As people age, their red blood cells can be more susceptible to oxidative attack, resulting in damage to the red blood cell membranes, which impairs the ability of the red blood cells to carry oxygen through the body. In a 2011 double-blind RCT20, healthy subjects, ages 50-69 years (n=30), were randomly allocated to receive astaxanthin or placebo for 12 weeks. Astaxanthin significantly lowered RBC hydroperoxide levels (p<0.05).

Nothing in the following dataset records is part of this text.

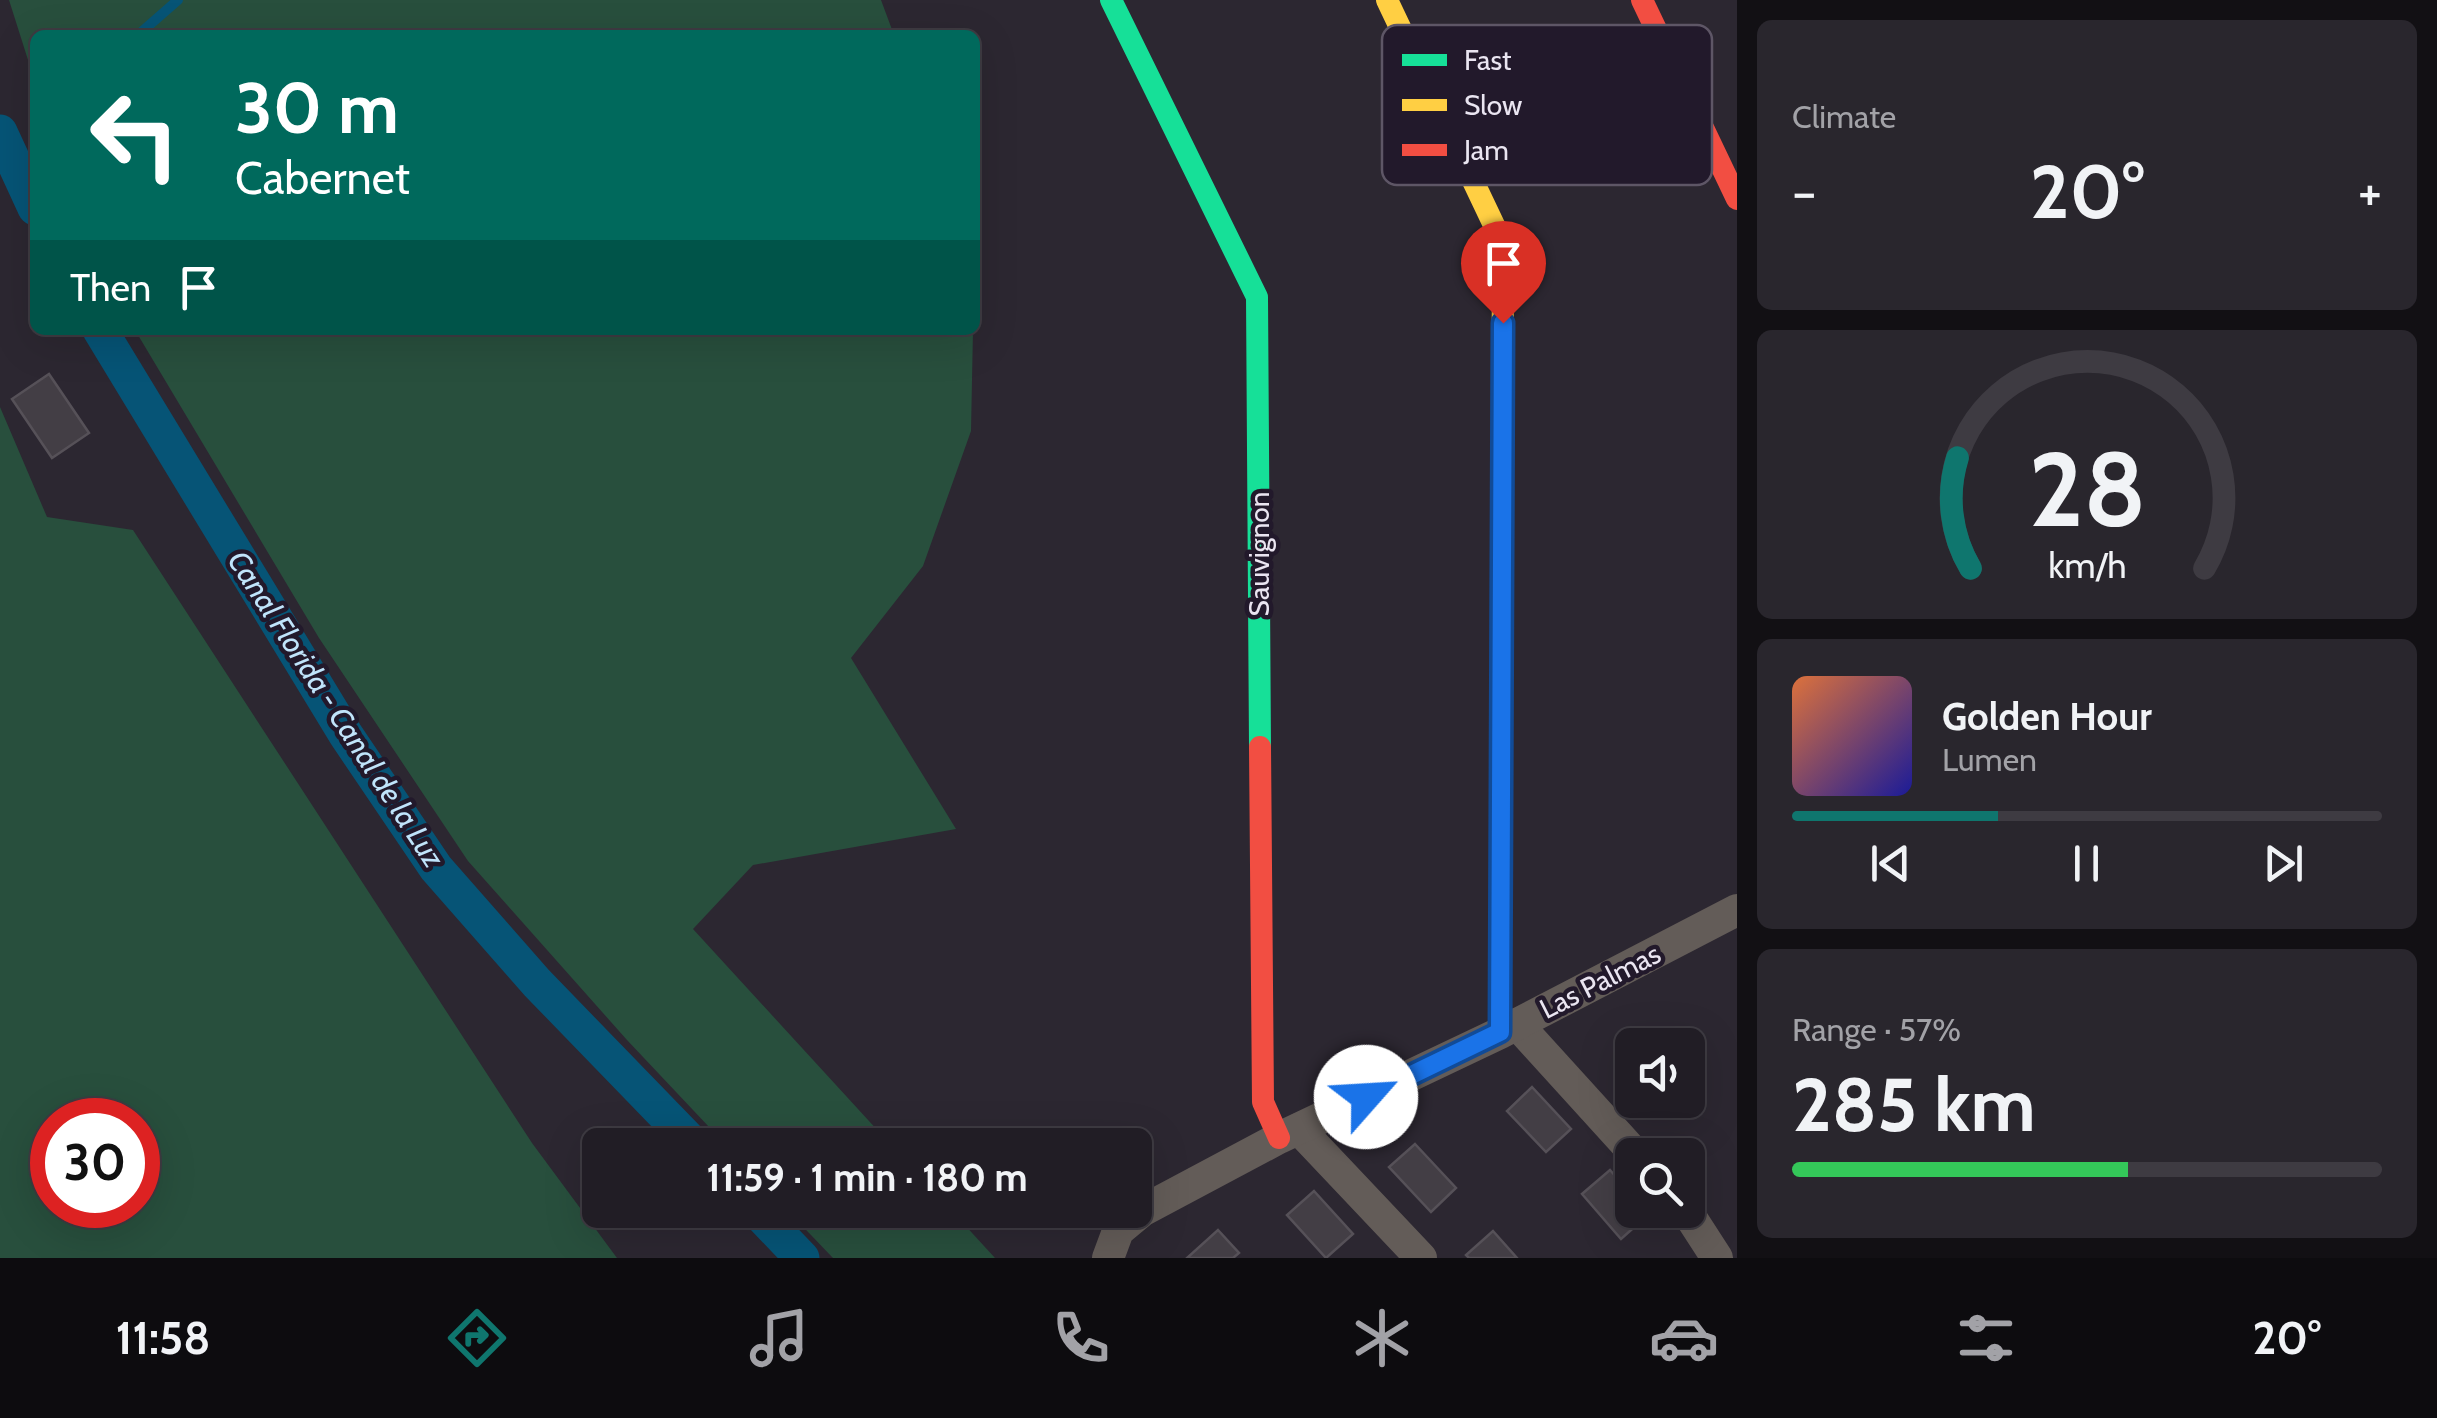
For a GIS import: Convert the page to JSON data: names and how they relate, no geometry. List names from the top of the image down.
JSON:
{
  "streets": {
    "street": ["Sauvignon", "Las Palmas"]
  },
  "crossings": [
    ["Sauvignon", "Las Palmas"]
  ],
  "water": ["Canal Florida - Canal de la Luz"],
  "legend": ["Fast", "Slow", "Jam"],
  "page": {
    "tile": [
      "Climate",
      ["Range · 57%", "285 km"]
    ],
    "turn": ["30 m", "Cabernet"],
    "heat": ["−", "20°", "+"],
    "then": "Then",
    "song": ["Golden Hour", "Lumen"],
    "limit": "30",
    "trip": "11:59 · 1 min · 180 m",
    "tabs": ["11:58", "20°"],
    "gauge": ["28", "km/h"]
  }
}
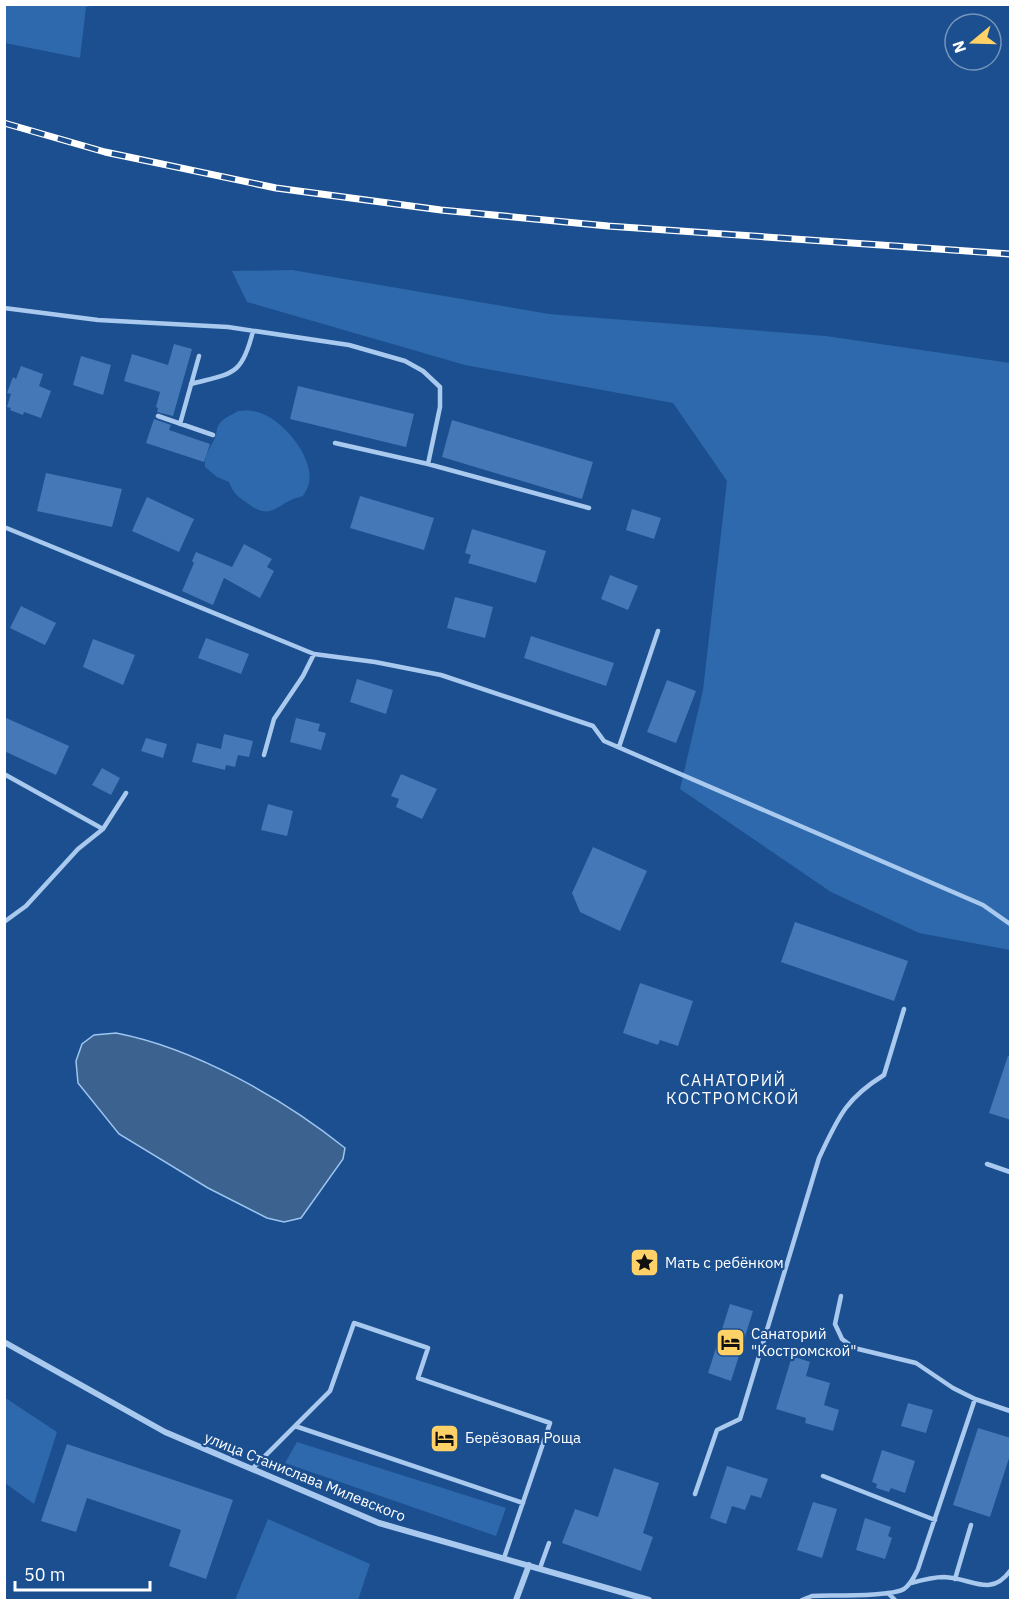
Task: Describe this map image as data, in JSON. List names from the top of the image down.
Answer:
{
  "streets": {
    "street": ["улица Станислава Милевского"]
  },
  "districts": ["САНАТОРИЙ КОСТРОМСКОЙ"],
  "places": {
    "place": ["Мать с ребёнком"],
    "hotel": ["Санаторий \"Костромской\"", "Берёзовая Роща"]
  },
  "scale_bar": "50 m",
  "north": "left"
}
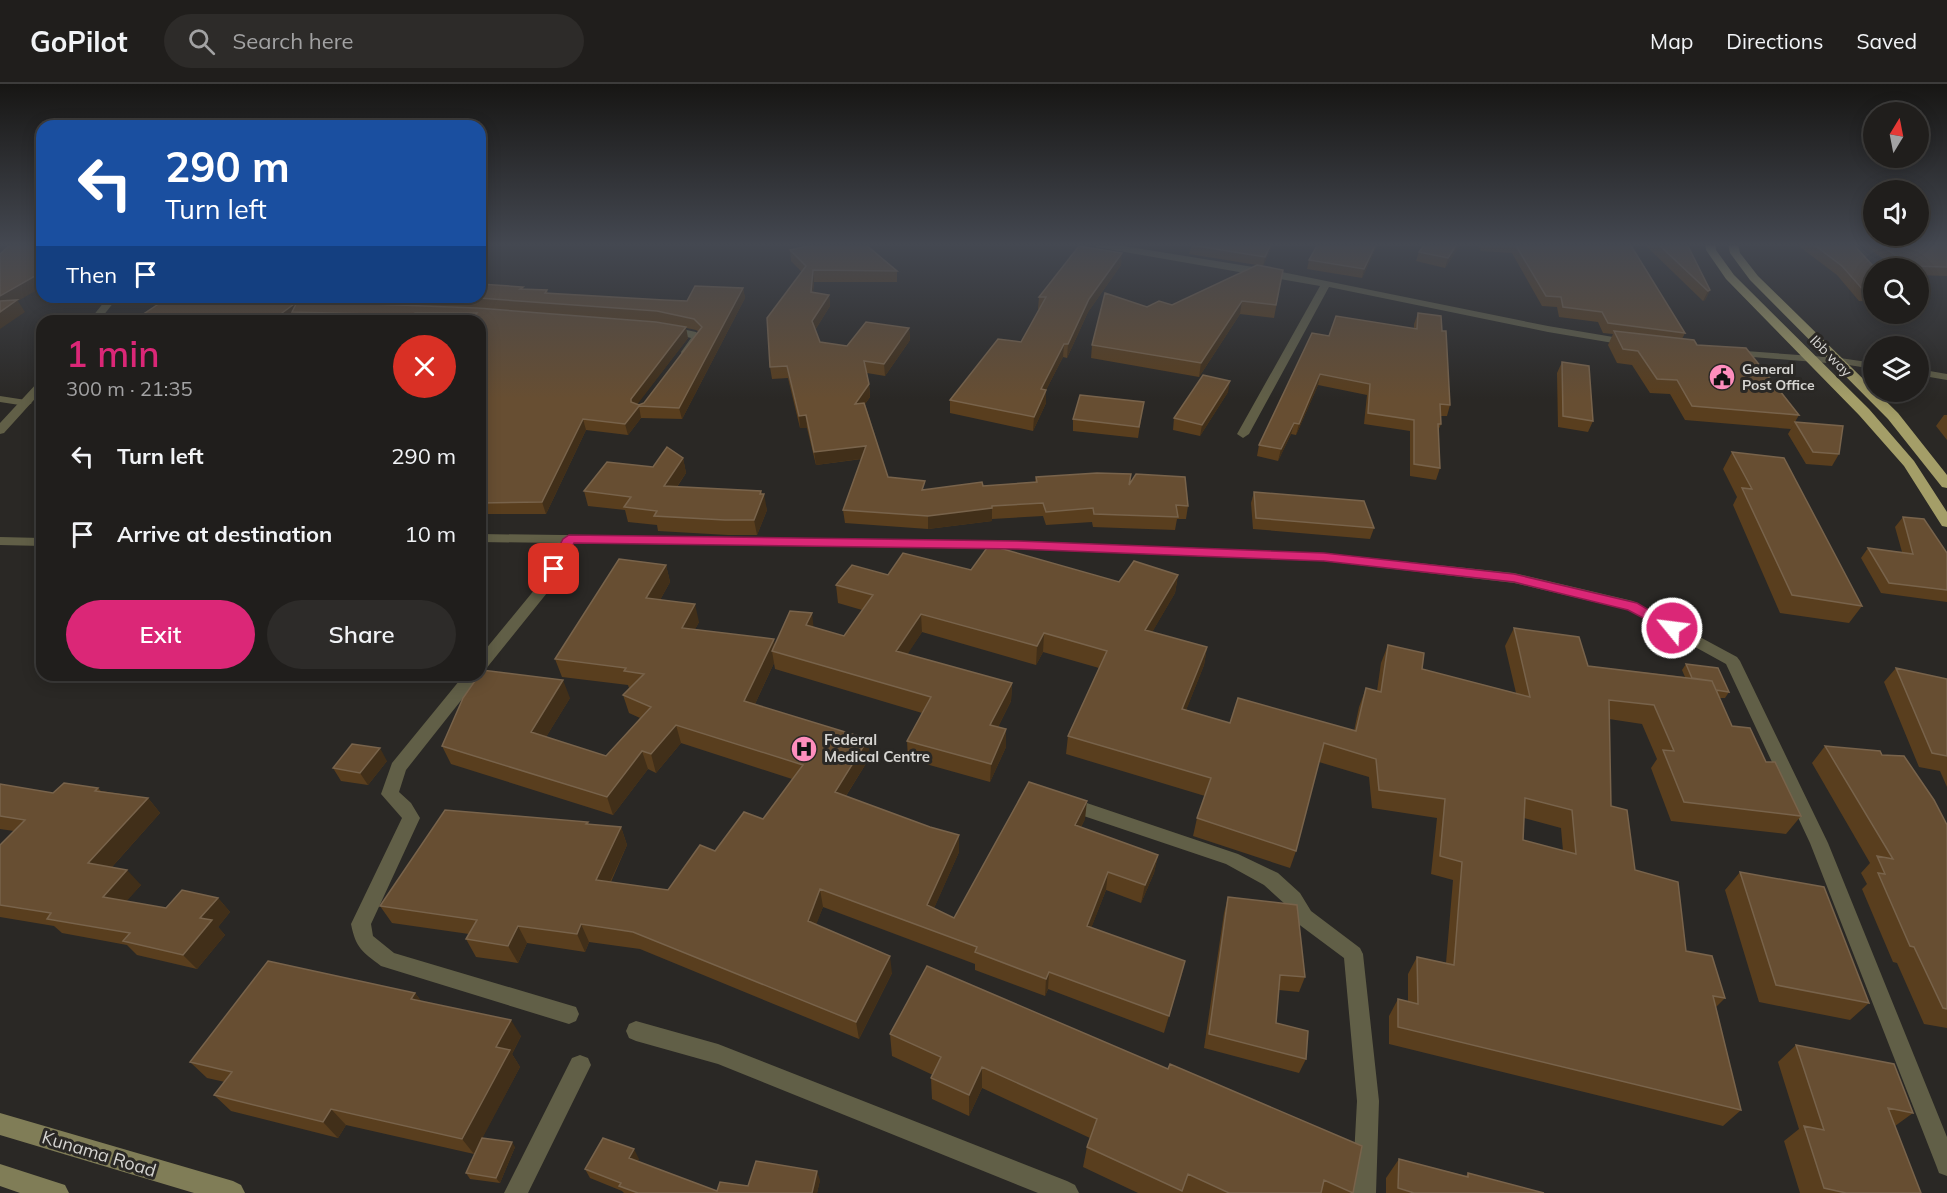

Another interesting study looked at whether Astaxanthin could improve blood flow.21 Venous blood was forced using mild pressure through tiny “microchannels,” each just seven millionths of a meter wide, approximating the diameter of an red lood cell and the width of a capillary. The time required to traverse these capillary-type tubes under a set pressure was termed the transit time. Twenty men were randomly allocated to receive either astaxanthin or a placebo for 10 days. They tested their transit time both before and after the ten day period. Upon retest, the astaxanthin group had significantly faster transit time (p<0.05) compared to placebo. This is a small study, but it suggests astaxanthin could potentially improve microcirculation.

Improvements in Memory and Reaction Time

Astaxanthin might improve cognitive function. In a small, open-label trial, 10 healthy men ages 50-69, who had been complaining of forgetfulness, received astaxanthin (12 mg/day) for 12 weeks.22 On a computerized test designed to accurately detect early cognitive deterioration (“CogHealth”), they showed improvement in reaction time, attention, and working memory.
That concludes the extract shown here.